- Opening Delimiter -

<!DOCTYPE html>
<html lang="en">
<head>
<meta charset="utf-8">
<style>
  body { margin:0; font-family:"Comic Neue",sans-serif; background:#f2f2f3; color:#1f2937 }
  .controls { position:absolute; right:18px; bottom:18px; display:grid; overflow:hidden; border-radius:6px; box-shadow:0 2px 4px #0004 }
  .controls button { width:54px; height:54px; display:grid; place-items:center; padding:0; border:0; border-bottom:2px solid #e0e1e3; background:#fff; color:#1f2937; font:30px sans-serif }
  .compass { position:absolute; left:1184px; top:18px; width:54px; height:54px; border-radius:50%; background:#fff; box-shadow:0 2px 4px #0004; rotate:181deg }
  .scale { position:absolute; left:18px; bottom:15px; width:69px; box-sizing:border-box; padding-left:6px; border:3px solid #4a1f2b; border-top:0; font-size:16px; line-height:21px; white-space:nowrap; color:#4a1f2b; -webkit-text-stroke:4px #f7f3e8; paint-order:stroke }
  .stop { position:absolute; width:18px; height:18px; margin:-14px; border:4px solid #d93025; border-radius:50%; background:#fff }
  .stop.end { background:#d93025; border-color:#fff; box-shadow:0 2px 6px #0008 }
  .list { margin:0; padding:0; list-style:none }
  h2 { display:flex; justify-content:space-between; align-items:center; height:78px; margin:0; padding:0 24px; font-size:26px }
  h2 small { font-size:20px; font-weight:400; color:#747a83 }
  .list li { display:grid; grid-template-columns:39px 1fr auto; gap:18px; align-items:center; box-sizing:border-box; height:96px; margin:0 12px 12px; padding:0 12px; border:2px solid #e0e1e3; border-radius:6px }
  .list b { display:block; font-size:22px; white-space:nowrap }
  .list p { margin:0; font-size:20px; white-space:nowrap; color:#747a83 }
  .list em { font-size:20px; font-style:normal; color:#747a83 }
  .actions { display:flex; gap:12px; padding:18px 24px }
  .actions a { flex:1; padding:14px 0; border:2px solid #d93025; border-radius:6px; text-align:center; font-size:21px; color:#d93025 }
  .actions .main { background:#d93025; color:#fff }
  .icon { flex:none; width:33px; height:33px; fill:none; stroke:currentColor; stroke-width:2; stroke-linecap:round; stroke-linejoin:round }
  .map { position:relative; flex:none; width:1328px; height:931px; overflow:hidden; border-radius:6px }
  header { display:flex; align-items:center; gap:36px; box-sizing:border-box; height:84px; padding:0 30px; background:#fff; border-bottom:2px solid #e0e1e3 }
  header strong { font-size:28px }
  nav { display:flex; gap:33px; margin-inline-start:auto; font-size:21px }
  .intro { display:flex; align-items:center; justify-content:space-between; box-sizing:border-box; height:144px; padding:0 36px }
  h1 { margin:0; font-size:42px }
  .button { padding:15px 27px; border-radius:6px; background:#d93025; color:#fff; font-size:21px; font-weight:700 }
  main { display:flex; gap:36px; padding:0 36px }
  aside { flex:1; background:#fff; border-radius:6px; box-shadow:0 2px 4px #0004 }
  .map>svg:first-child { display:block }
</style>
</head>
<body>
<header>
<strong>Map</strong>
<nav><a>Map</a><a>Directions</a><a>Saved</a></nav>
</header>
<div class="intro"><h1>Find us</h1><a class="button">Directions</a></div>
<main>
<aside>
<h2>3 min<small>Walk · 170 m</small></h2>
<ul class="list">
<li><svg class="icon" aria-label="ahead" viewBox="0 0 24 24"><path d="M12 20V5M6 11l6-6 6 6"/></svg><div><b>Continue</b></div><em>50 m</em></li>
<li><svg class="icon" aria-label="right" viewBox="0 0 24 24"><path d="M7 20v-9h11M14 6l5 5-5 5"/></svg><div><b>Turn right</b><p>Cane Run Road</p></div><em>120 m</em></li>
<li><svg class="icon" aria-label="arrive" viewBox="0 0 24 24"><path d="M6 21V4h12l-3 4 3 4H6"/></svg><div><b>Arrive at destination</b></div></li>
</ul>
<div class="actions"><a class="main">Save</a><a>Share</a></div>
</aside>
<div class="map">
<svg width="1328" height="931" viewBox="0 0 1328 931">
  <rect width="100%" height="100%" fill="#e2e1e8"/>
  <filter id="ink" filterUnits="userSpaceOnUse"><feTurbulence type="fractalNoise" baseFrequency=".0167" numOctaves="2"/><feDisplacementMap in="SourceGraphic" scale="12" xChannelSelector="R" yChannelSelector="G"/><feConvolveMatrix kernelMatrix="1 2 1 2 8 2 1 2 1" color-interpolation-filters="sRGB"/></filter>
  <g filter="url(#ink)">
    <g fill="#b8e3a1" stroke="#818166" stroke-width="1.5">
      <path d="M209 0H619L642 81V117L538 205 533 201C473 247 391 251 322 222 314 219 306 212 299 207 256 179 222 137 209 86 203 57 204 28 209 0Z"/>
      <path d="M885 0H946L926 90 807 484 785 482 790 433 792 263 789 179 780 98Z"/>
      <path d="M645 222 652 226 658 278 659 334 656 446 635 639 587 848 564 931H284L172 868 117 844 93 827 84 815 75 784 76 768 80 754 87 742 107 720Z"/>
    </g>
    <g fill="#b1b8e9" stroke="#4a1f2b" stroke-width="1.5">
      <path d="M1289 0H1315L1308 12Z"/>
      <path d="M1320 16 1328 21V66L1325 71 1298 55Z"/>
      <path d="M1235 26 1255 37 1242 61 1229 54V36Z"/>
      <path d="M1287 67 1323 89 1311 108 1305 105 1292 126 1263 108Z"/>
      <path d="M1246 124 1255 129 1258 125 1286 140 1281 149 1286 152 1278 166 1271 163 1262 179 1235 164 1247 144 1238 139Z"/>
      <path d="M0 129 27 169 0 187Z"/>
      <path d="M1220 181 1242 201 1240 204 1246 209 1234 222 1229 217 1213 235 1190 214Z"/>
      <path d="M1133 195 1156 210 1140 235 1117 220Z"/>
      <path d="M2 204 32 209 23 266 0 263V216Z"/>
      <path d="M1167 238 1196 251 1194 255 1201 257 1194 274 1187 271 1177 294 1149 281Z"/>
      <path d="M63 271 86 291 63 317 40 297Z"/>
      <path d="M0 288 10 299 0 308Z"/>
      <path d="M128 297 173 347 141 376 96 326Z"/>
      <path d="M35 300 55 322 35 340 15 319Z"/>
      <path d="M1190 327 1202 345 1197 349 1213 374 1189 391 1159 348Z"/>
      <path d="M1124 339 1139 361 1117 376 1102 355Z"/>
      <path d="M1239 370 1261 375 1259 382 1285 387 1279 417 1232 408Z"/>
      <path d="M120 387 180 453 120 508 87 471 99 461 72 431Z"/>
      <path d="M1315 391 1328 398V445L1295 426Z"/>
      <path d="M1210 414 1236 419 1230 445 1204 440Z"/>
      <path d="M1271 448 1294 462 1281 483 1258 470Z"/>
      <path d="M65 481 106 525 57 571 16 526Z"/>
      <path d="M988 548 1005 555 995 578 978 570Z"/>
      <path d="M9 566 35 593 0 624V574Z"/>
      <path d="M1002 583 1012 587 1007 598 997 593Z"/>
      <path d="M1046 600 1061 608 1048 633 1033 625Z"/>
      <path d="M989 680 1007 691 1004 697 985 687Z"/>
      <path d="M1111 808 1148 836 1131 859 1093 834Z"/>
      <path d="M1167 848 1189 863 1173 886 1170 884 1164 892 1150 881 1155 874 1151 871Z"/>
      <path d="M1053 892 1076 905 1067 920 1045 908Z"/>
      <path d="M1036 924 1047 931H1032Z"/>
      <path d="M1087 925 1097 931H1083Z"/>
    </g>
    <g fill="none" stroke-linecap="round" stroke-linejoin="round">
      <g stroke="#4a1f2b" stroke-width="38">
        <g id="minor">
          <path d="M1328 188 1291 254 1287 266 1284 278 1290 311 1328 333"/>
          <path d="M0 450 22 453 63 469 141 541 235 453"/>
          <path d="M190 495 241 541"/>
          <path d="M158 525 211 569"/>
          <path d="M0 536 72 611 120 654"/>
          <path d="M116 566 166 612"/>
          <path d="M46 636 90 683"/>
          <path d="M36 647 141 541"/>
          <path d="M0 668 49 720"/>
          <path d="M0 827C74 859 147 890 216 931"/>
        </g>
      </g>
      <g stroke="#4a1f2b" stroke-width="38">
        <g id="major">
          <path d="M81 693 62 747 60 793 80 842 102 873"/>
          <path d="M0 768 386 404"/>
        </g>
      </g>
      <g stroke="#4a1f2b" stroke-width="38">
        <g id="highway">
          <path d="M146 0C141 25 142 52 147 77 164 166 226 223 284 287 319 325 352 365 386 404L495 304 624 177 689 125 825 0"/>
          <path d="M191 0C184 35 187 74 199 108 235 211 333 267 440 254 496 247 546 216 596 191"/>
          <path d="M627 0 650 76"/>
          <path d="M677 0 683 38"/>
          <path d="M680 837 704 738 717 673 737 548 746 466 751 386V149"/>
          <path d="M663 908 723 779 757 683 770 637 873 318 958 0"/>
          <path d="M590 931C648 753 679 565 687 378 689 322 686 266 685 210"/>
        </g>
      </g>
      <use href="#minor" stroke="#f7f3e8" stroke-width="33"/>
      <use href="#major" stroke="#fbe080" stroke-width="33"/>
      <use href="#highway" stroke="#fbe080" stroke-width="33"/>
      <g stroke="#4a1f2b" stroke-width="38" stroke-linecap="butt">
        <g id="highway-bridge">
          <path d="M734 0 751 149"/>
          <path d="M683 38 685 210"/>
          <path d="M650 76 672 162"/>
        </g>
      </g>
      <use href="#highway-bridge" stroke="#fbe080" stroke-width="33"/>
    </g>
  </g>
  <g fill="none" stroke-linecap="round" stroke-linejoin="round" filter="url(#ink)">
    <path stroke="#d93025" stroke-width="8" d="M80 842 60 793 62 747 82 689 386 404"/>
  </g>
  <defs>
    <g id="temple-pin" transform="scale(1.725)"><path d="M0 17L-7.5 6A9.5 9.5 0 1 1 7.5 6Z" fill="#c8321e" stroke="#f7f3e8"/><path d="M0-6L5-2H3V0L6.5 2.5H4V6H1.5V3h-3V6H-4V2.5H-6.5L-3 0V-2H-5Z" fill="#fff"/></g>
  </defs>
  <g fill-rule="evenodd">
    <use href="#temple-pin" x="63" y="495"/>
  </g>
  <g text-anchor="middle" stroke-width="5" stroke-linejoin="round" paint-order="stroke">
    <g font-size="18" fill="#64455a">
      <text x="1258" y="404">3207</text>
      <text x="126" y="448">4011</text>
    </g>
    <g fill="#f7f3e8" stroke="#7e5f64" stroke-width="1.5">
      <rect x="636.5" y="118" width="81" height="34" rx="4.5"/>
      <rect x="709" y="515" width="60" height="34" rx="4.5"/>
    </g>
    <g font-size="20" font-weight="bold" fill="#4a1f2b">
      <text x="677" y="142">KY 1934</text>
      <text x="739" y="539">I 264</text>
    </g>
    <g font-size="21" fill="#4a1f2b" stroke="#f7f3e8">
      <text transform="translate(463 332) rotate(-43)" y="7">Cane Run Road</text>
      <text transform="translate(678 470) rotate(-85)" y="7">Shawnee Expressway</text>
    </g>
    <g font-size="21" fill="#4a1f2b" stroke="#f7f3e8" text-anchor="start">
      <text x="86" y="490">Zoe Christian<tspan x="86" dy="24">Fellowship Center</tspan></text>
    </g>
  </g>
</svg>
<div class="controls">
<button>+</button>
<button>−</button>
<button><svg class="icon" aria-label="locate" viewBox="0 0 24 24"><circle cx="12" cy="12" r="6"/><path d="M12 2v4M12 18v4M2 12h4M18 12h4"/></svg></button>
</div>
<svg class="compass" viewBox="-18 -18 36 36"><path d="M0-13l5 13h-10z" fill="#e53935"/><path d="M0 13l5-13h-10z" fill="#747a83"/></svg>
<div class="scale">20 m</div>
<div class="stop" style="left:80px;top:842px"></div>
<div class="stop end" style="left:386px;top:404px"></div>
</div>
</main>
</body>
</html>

- Closing Delimiter -

▶ [GOAL OF THE EXERCISE]: Find the lines above that hold "compass", then copy each of them.

▶ [EXERCISE SOLUTION]:
  .compass { position:absolute; left:1184px; top:18px; width:54px; height:54px; border-radius:50%; background:#fff; box-shadow:0 2px 4px #0004; rotate:181deg }
<svg class="compass" viewBox="-18 -18 36 36"><path d="M0-13l5 13h-10z" fill="#e53935"/><path d="M0 13l5-13h-10z" fill="#747a83"/></svg>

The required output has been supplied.